**Data under study:**
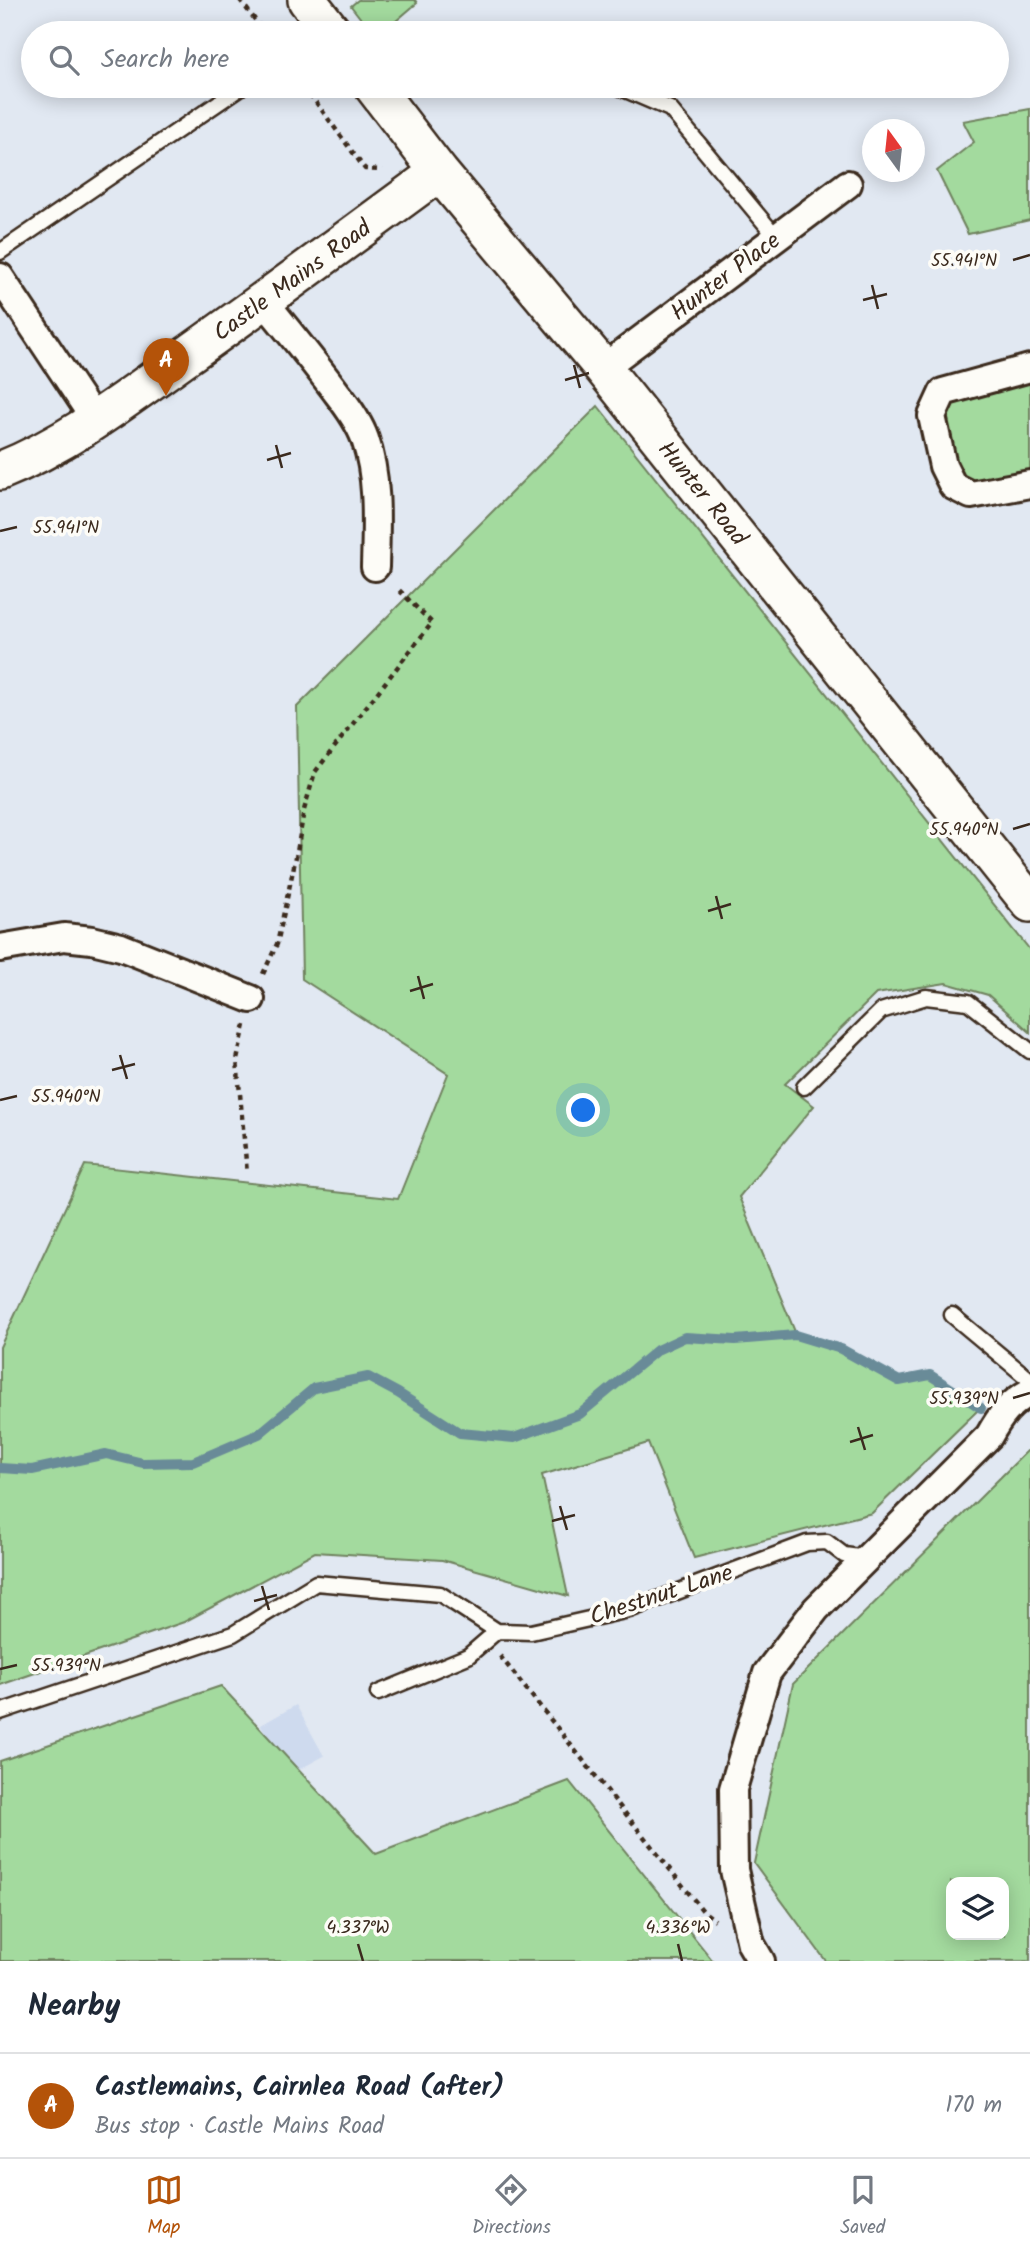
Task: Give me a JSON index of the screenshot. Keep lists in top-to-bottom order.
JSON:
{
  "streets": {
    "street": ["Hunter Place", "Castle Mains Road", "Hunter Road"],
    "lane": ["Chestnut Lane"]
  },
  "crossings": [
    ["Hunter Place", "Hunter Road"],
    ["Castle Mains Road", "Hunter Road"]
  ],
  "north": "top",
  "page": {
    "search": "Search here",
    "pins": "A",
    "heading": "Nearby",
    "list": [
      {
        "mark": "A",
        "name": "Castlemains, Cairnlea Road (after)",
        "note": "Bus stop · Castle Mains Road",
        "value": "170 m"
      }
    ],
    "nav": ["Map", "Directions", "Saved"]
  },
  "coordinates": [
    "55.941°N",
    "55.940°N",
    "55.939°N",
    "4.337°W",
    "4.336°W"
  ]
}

**Brief:**
Write the entries out in full and exactly, omitting every picture.

**Exercise output:**
Task: Give me a JSON index of the screenshot. Keep lists in top-to-bottom order.
JSON:
{
  "streets": {
    "street": ["Hunter Place", "Castle Mains Road", "Hunter Road"],
    "lane": ["Chestnut Lane"]
  },
  "crossings": [
    ["Hunter Place", "Hunter Road"],
    ["Castle Mains Road", "Hunter Road"]
  ],
  "north": "top",
  "page": {
    "search": "Search here",
    "pins": "A",
    "heading": "Nearby",
    "list": [
      {
        "mark": "A",
        "name": "Castlemains, Cairnlea Road (after)",
        "note": "Bus stop · Castle Mains Road",
        "value": "170 m"
      }
    ],
    "nav": ["Map", "Directions", "Saved"]
  },
  "coordinates": [
    "55.941°N",
    "55.940°N",
    "55.939°N",
    "4.337°W",
    "4.336°W"
  ]
}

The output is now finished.